# How important is a diverse vocabulary in writing?



## MySweetPeacock (Jan 9, 2015)

Would a short vocabulary, in a grammatically well written and manipulated piece, make it harder or less enjoyable for you to read?


----------



## Sam (Jan 9, 2015)

Not harder nor less enjoyable. 

The most important skill a writer needs is the ability to keep a reader wanting to read at all times. If you come on too strong with high-falutin language, the reader may become exhausted trying to keep up with all the big words. If you use the wrong words, you create confusion and disengagement from the story. 

Great writers know when to use a ten-cent word and when to keep it simple, but vocabulary means almost nothing in terms of being able to write a great story.


----------



## TJ1985 (Jan 9, 2015)

I think many writers get bogged down with trying to use all the words they know to prevent repetition in the piece. The best advice I was ever given on that front was to consider a picture or painting of a forest. Browns and greens, a little blue in the sky, but the main colors are brown and green with other accents of gray and black for shadow. 

If the same thought process is put toward writing, we have the brown and green words like "and", "the", "there", and a few words that brighten the picture. Some pictures are of autumn or sunset scenes with bright yellows and orange hues, rich reds and shades of purple, but not every picture or piece of writing needs to be so colorful. 

Sometimes the beautiful scenes are not beautiful because of the colors they have, but because of the colors they _don't_ have. Writing is the same, using many words throughout the piece to replace one can help the piece or hurt it.
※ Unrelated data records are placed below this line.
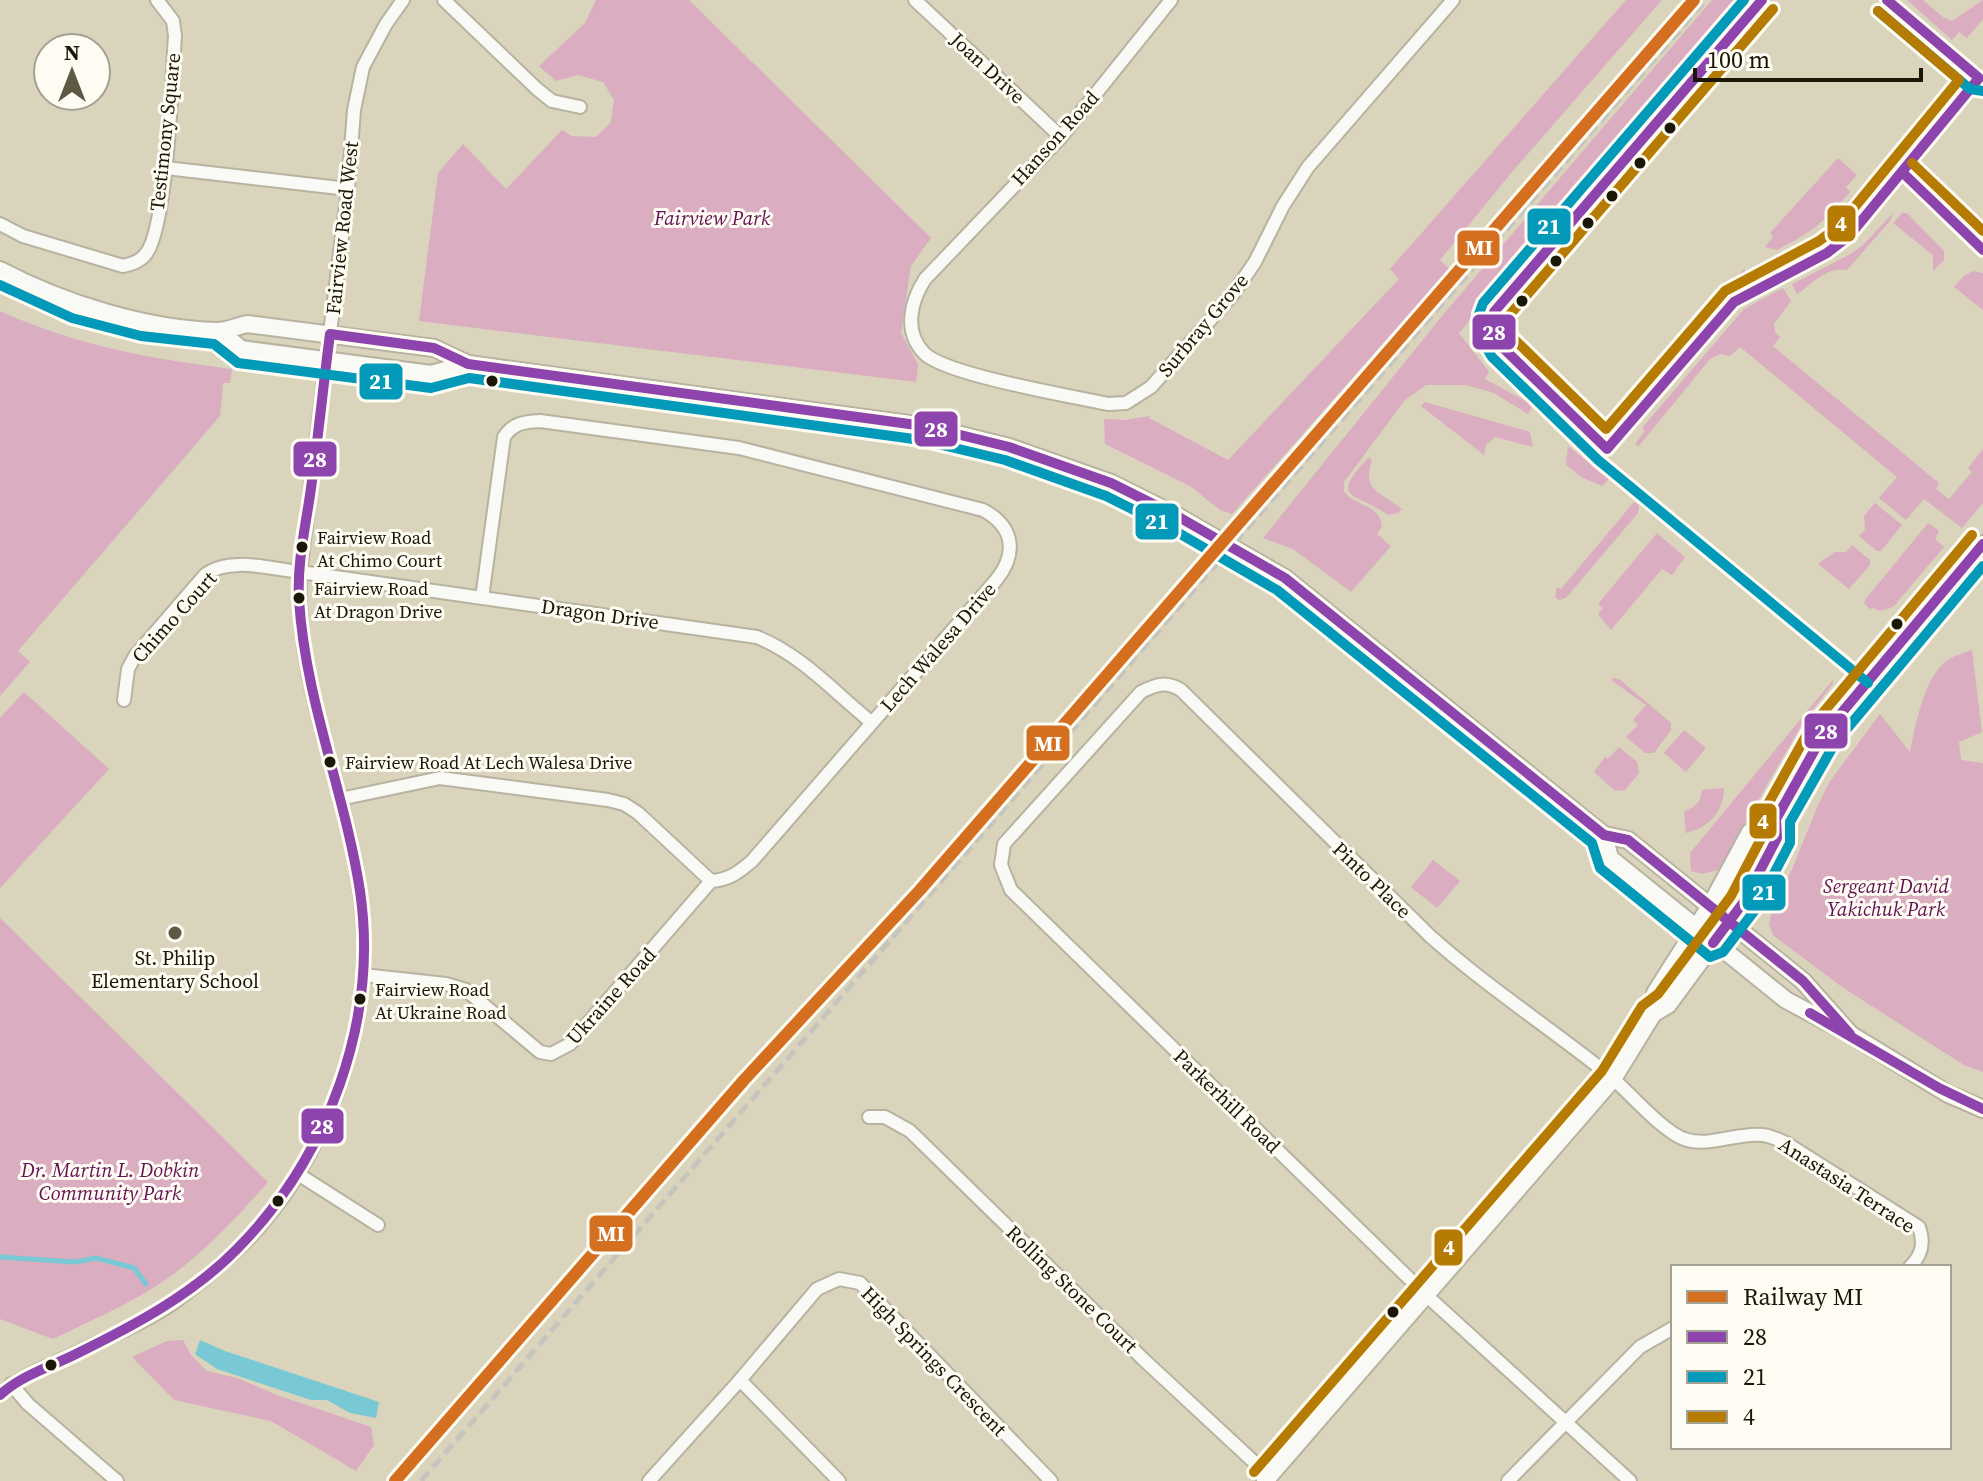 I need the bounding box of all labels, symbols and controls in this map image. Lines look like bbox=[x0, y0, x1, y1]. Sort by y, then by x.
street label: Joan Drive bbox=[944, 25, 1032, 110]
north arrow bbox=[32, 32, 112, 112]
scale bar bbox=[1695, 32, 1921, 82]
text: N bbox=[64, 37, 80, 67]
text: 100 m bbox=[1707, 43, 1770, 76]
street label: Testimony Square bbox=[143, 51, 187, 213]
street label: Hanson Road bbox=[1005, 84, 1106, 192]
unlabelled marker bbox=[1662, 120, 1678, 136]
street label: Fairview Road West bbox=[319, 139, 365, 316]
unlabelled marker bbox=[1632, 155, 1648, 171]
unlabelled marker bbox=[1604, 188, 1620, 204]
park label: Fairview Park bbox=[653, 204, 771, 232]
line badge: 4 bbox=[1826, 204, 1857, 243]
line badge: 21 bbox=[1526, 207, 1572, 246]
text: 4 bbox=[1835, 208, 1847, 238]
text: 21 bbox=[1537, 211, 1561, 241]
unlabelled marker bbox=[1580, 215, 1596, 231]
line badge: MI bbox=[1456, 229, 1501, 267]
text: MI bbox=[1465, 232, 1493, 262]
unlabelled marker bbox=[1548, 253, 1564, 269]
street label: Surbray Grove bbox=[1151, 267, 1255, 383]
unlabelled marker bbox=[1514, 293, 1530, 309]
line badge: 28 bbox=[1471, 313, 1517, 351]
text: 28 bbox=[1482, 317, 1506, 347]
line badge: 21 bbox=[358, 362, 404, 401]
text: 21 bbox=[369, 366, 393, 396]
unlabelled marker bbox=[484, 373, 500, 389]
line badge: 28 bbox=[913, 410, 959, 448]
text: 28 bbox=[924, 414, 948, 444]
line badge: 28 bbox=[292, 440, 338, 478]
text: 28 bbox=[303, 444, 327, 474]
line badge: 21 bbox=[1134, 502, 1180, 541]
text: 21 bbox=[1145, 506, 1169, 536]
place label: Fairview Road At Chimo Court bbox=[317, 525, 442, 573]
marker: Fairview Road At Chimo Court bbox=[294, 539, 310, 555]
street label: Chimo Court bbox=[125, 565, 223, 669]
place label: Fairview Road At Dragon Drive bbox=[314, 576, 442, 624]
street label: Lech Walesa Drive bbox=[874, 576, 1002, 718]
marker: Fairview Road At Dragon Drive bbox=[291, 590, 307, 606]
street label: Dragon Drive bbox=[539, 592, 661, 636]
unlabelled marker bbox=[1889, 616, 1905, 632]
line badge: 28 bbox=[1803, 712, 1849, 750]
text: 28 bbox=[1814, 716, 1838, 746]
line badge: MI bbox=[1025, 724, 1071, 762]
text: MI bbox=[1034, 728, 1062, 758]
place label: Fairview Road At Lech Walesa Drive bbox=[345, 750, 632, 775]
marker: Fairview Road At Lech Walesa Drive bbox=[322, 754, 338, 770]
line badge: 4 bbox=[1748, 802, 1778, 840]
text: 4 bbox=[1757, 806, 1769, 836]
street label: Pinto Place bbox=[1326, 835, 1418, 925]
park label: Sergeant David Yakichuk Park bbox=[1823, 872, 1949, 923]
line badge: 21 bbox=[1741, 873, 1787, 912]
text: 21 bbox=[1752, 877, 1776, 907]
marker: St. Philip Elementary School bbox=[166, 924, 184, 942]
street label: Ukraine Road bbox=[560, 941, 663, 1051]
place label: St. Philip Elementary School bbox=[91, 944, 259, 995]
place label: Fairview Road At Ukraine Road bbox=[375, 977, 507, 1025]
marker: Fairview Road At Ukraine Road bbox=[352, 991, 368, 1007]
street label: Parkerhill Road bbox=[1167, 1043, 1287, 1160]
line badge: 28 bbox=[300, 1107, 345, 1145]
text: 28 bbox=[310, 1111, 334, 1141]
street label: Anastasia Terrace bbox=[1773, 1130, 1921, 1240]
park label: Dr. Martin L. Dobkin Community Park bbox=[20, 1156, 200, 1207]
unlabelled marker bbox=[270, 1193, 286, 1209]
line badge: MI bbox=[588, 1214, 634, 1253]
text: MI bbox=[597, 1218, 625, 1248]
street label: Rolling Stone Court bbox=[1000, 1219, 1144, 1360]
line badge: 4 bbox=[1433, 1228, 1464, 1267]
text: 4 bbox=[1443, 1232, 1455, 1262]
legend bbox=[1671, 1265, 1951, 1449]
street label: High Springs Crescent bbox=[855, 1280, 1013, 1443]
text: Railway MI bbox=[1743, 1280, 1863, 1313]
unlabelled marker bbox=[1385, 1304, 1401, 1320]
text: 28 bbox=[1743, 1320, 1767, 1353]
unlabelled marker bbox=[43, 1357, 59, 1373]
text: 21 bbox=[1743, 1360, 1767, 1393]
text: 4 bbox=[1743, 1400, 1755, 1433] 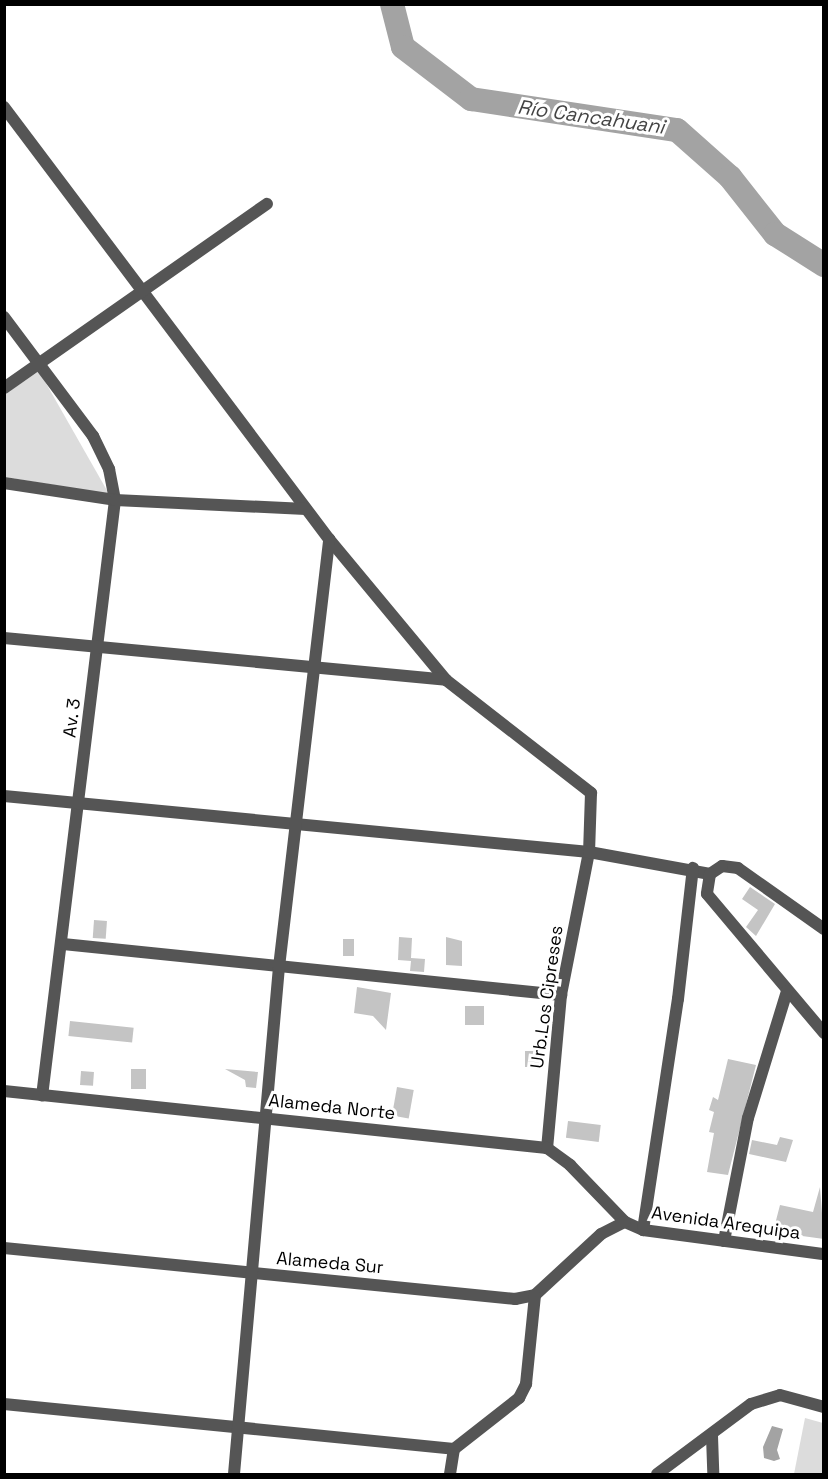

I suppose writing mastery is knowing _when _and _when not_ to use a different word.


----------



## Deafmute (Jan 9, 2015)

words are tools. A skilled craftsmen may be able to make a great work of art with only one tool, but its easier to make a great work of art with more tools.


----------



## Pidgeon84 (Jan 9, 2015)

Granted I don't want to be bashed over the head with repetitive wording. That said, the most important thing is to paint a clear and invigorating picture. That takes priority.


----------



## thepancreas11 (Jan 9, 2015)

Ernest Hemingway made a living off of writing in a simplified form. Mark Twain if famous for hating big words, though he used them from time to time.

You don't need a big vocabulary to write. You need an idea, and you need to execute it. If you need any tool, it's a wealth of research (i.e. books that you've read, practice writing, and really getting in depth with pieces that you come across) that will give you something to draw on, something to turn into writing success.


----------



## Kyle R (Jan 9, 2015)

To me, [strike]simplicity is the purest form of good prose[/strike] simple prose is the best prose. :encouragement:


----------



## Terry D (Jan 9, 2015)

Funny thing about writing; your vocabulary is always sufficient to tell your story.


----------



## SwitchBack (Jan 9, 2015)

MySweetPeacock said:


> Would a short vocabulary, in a grammatically well written and manipulated piece, make it harder or less enjoyable for you to read?



One question, how short is short. 

You can only write "he ran" so many times before your audience is chucking the book at the wall from sheer boredom. 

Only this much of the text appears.